**What this task involves:** Select every line below containing the word "place".

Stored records
+===+

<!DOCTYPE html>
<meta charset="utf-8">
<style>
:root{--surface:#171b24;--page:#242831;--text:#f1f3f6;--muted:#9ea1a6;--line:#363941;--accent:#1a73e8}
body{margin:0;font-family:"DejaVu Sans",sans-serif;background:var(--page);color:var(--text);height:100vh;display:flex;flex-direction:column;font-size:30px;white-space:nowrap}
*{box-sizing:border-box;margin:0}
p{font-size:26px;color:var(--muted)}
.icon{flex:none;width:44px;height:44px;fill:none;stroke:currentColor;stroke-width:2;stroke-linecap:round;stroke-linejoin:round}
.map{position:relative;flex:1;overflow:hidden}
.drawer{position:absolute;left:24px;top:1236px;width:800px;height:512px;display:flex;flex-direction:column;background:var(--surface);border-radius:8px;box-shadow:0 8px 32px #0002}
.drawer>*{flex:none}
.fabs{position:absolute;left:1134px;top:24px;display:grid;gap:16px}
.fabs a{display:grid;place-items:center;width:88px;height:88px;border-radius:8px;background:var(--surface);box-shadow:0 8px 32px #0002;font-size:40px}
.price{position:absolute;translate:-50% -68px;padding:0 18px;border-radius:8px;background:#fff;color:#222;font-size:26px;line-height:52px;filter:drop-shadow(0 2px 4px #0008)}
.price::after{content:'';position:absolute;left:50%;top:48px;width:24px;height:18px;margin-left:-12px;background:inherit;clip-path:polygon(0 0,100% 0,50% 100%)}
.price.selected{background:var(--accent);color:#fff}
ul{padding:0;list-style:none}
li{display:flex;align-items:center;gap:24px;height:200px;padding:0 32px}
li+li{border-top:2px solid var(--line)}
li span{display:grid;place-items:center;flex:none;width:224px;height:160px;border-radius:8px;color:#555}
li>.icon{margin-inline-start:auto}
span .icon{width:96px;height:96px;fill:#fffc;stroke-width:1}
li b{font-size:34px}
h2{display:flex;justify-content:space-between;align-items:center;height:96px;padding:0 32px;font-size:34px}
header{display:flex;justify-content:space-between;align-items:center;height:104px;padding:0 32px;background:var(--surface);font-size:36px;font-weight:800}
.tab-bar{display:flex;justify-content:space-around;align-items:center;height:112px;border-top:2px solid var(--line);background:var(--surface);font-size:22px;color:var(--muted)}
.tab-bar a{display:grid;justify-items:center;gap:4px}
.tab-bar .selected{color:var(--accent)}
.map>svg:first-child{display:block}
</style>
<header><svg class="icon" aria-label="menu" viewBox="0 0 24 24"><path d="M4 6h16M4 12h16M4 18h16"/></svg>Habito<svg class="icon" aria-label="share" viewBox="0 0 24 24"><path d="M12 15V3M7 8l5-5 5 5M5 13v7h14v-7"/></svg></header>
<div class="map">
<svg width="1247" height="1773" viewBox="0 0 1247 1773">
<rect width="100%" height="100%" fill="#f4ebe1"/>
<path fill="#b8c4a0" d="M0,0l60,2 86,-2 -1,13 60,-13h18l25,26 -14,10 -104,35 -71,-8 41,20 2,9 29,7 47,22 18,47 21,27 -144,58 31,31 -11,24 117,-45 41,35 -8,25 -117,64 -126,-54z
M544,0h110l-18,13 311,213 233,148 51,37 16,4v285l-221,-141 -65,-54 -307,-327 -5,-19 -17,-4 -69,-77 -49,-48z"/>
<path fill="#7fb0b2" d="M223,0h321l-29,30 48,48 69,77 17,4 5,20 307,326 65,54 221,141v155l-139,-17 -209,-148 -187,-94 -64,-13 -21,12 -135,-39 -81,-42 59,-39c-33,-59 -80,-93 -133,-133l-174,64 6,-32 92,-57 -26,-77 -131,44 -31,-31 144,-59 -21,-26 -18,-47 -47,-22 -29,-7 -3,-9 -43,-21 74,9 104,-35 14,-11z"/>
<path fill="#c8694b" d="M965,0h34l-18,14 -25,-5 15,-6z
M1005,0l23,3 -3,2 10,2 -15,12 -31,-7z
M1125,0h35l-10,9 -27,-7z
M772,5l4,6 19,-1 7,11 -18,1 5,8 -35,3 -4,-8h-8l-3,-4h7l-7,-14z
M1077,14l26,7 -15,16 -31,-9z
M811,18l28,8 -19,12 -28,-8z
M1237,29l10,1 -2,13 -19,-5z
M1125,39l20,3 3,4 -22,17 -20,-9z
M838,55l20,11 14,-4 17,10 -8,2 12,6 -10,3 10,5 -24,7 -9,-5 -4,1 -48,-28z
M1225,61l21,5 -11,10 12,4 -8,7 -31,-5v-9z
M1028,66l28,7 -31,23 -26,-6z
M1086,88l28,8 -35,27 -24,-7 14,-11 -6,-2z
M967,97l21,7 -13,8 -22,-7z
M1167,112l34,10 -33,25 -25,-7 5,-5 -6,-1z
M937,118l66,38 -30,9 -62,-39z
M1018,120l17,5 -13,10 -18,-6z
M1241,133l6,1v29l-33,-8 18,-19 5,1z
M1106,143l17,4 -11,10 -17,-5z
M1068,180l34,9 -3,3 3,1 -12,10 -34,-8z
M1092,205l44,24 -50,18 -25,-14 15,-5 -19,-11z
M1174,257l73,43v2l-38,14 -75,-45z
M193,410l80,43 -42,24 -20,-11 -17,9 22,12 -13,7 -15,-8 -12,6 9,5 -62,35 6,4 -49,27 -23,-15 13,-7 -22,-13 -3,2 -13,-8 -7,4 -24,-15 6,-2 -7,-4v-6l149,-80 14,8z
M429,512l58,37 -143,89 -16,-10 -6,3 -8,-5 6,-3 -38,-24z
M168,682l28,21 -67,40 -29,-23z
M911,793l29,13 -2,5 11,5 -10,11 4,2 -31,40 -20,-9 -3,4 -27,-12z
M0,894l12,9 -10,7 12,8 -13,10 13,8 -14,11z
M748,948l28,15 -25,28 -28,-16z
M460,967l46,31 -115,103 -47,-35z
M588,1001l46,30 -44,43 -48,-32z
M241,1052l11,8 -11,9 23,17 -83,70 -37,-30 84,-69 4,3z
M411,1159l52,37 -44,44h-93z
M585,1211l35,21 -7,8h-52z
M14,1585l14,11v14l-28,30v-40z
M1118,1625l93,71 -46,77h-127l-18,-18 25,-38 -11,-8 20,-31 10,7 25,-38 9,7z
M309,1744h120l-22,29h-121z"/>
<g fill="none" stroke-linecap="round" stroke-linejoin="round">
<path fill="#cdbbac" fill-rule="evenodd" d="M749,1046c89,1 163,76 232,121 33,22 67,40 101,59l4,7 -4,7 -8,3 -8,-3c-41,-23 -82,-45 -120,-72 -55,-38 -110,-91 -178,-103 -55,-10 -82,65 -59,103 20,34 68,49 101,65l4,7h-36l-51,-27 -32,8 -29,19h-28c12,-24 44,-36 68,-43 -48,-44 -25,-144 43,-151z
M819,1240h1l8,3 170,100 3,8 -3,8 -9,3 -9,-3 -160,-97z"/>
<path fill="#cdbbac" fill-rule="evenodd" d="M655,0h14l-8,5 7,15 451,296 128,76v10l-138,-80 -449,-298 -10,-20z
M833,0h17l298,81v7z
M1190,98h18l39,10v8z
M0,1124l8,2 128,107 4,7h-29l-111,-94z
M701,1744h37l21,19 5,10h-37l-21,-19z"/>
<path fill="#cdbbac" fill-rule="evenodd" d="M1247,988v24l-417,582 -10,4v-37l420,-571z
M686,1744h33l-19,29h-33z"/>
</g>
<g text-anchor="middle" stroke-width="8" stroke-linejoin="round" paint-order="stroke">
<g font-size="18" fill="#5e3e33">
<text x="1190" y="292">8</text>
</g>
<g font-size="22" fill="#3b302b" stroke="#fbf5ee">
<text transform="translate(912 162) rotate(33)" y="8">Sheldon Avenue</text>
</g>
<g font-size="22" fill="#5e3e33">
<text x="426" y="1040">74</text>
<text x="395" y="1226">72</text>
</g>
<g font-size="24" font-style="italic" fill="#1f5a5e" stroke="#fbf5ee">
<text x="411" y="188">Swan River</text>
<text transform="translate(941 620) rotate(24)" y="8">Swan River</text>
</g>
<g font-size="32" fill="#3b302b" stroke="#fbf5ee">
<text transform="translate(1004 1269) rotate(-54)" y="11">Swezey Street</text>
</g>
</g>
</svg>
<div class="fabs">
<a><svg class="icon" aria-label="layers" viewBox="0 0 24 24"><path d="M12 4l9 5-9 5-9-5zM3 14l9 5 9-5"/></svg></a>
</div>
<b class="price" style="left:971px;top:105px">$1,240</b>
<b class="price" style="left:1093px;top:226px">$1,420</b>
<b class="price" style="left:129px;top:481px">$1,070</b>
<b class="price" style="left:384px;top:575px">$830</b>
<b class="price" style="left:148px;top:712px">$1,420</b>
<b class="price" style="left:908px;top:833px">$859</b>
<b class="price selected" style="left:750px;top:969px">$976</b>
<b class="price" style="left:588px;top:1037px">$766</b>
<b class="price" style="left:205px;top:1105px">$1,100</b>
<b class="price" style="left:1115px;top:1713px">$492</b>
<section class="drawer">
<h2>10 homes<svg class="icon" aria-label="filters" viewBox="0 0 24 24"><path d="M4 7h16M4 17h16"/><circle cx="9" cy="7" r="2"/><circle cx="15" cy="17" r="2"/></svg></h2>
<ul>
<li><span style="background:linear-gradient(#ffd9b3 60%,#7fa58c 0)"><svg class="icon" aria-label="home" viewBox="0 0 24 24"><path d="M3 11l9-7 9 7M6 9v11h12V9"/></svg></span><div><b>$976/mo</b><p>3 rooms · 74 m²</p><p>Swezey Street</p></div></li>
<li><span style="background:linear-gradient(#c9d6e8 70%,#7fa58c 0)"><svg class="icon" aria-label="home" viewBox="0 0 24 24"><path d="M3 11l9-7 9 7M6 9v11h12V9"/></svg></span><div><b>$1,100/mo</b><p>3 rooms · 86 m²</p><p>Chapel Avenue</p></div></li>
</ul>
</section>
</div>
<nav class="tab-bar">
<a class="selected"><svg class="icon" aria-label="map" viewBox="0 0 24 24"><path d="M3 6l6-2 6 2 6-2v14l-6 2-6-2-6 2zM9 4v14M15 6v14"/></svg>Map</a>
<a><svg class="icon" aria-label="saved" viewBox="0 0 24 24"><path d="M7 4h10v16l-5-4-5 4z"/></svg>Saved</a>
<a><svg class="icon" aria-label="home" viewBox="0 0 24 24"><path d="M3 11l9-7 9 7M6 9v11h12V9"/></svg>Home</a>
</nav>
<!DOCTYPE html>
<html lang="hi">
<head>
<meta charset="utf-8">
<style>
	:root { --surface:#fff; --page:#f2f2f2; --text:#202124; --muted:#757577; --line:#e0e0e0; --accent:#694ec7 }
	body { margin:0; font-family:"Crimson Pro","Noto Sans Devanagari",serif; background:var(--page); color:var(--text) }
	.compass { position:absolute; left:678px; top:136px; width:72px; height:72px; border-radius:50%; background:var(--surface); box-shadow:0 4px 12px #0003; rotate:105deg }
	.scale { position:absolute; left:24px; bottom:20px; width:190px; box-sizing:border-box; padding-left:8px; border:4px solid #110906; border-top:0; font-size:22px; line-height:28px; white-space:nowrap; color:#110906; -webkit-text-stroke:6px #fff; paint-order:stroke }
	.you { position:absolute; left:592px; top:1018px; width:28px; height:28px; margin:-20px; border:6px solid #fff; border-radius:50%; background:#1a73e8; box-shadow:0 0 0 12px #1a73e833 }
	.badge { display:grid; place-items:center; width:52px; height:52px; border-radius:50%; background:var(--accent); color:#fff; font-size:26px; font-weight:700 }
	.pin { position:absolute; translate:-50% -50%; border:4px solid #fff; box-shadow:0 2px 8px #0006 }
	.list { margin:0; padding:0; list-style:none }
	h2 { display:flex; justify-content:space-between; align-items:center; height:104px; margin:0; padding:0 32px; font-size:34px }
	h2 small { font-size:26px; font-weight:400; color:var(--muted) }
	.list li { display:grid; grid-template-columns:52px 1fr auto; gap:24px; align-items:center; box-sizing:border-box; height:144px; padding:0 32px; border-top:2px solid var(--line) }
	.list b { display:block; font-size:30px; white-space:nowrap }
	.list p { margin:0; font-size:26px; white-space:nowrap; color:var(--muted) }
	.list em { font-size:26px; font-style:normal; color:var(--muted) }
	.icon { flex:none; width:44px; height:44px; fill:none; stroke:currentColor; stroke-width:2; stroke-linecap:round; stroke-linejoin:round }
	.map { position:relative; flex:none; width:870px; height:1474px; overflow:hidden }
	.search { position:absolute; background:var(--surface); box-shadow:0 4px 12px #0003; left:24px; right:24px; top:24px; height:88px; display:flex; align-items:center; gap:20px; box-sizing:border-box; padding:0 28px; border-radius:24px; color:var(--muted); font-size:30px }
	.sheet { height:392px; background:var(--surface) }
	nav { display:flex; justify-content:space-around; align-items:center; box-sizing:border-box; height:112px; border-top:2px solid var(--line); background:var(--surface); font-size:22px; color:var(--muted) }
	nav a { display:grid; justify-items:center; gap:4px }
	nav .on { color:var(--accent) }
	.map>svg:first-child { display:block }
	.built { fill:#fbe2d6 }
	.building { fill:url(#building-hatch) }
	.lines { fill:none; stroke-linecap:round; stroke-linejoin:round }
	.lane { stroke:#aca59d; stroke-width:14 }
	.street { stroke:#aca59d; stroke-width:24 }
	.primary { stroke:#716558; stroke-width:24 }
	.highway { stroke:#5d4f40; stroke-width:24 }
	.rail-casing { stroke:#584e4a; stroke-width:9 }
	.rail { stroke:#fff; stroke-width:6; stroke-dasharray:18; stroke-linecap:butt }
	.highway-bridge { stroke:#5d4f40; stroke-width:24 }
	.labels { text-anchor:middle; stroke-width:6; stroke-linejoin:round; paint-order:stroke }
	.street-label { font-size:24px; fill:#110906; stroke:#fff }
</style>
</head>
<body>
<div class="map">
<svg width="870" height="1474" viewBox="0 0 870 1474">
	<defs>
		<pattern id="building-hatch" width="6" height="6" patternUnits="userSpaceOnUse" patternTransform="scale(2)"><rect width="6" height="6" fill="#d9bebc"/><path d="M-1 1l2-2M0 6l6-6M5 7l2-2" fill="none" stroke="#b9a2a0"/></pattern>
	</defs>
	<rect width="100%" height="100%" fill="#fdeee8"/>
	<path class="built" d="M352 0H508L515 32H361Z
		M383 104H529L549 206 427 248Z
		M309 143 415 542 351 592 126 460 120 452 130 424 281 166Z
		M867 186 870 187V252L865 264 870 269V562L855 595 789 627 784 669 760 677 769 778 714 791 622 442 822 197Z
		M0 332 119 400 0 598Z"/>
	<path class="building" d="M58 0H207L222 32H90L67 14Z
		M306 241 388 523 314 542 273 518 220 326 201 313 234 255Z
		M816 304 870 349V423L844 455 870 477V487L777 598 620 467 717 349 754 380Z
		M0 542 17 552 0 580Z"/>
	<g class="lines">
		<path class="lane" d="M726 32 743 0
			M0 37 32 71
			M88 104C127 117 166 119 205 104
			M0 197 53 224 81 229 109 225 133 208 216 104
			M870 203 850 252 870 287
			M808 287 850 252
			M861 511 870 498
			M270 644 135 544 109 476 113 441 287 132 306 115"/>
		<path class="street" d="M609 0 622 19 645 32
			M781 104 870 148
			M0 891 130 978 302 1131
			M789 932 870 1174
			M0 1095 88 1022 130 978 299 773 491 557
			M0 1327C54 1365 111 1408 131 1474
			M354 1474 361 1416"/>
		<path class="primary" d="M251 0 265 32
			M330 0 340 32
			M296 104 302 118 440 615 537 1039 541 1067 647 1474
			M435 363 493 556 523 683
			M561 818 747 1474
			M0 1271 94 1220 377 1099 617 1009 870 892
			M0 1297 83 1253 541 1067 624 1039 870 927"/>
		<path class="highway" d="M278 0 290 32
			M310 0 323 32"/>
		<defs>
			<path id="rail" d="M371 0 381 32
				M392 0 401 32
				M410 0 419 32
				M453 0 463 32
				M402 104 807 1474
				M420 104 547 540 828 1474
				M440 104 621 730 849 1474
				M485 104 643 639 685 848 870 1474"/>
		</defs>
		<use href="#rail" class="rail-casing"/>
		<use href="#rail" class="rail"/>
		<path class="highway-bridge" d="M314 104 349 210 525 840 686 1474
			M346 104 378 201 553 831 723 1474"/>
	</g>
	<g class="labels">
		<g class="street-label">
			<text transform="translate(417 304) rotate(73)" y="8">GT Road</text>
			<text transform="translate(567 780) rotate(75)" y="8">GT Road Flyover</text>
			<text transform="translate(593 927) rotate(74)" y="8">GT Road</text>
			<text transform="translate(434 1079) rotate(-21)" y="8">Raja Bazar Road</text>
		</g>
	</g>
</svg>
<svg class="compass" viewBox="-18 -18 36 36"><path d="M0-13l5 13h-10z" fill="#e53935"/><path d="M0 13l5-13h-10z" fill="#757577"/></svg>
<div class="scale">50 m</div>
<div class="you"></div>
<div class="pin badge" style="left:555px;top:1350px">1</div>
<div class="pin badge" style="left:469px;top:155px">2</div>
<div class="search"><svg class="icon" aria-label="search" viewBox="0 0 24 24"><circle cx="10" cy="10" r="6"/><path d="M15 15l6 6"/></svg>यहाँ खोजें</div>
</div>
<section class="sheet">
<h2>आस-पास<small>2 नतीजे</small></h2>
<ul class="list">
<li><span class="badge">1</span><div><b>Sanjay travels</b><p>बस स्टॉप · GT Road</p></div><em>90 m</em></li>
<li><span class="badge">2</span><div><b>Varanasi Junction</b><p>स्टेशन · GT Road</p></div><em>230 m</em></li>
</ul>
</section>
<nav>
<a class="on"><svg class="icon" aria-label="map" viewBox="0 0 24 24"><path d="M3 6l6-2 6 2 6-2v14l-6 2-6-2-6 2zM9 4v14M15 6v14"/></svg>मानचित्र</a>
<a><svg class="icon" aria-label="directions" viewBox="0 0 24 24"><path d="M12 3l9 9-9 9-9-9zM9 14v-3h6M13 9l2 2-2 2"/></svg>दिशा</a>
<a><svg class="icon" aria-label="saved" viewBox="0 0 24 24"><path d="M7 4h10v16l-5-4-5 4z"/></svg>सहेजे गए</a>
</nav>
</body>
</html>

+===+

**Result:**
.fabs a{display:grid;place-items:center;width:88px;height:88px;border-radius:8px;background:var(--surface);box-shadow:0 8px 32px #0002;font-size:40px}
li span{display:grid;place-items:center;flex:none;width:224px;height:160px;border-radius:8px;color:#555}
	.badge { display:grid; place-items:center; width:52px; height:52px; border-radius:50%; background:var(--accent); color:#fff; font-size:26px; font-weight:700 }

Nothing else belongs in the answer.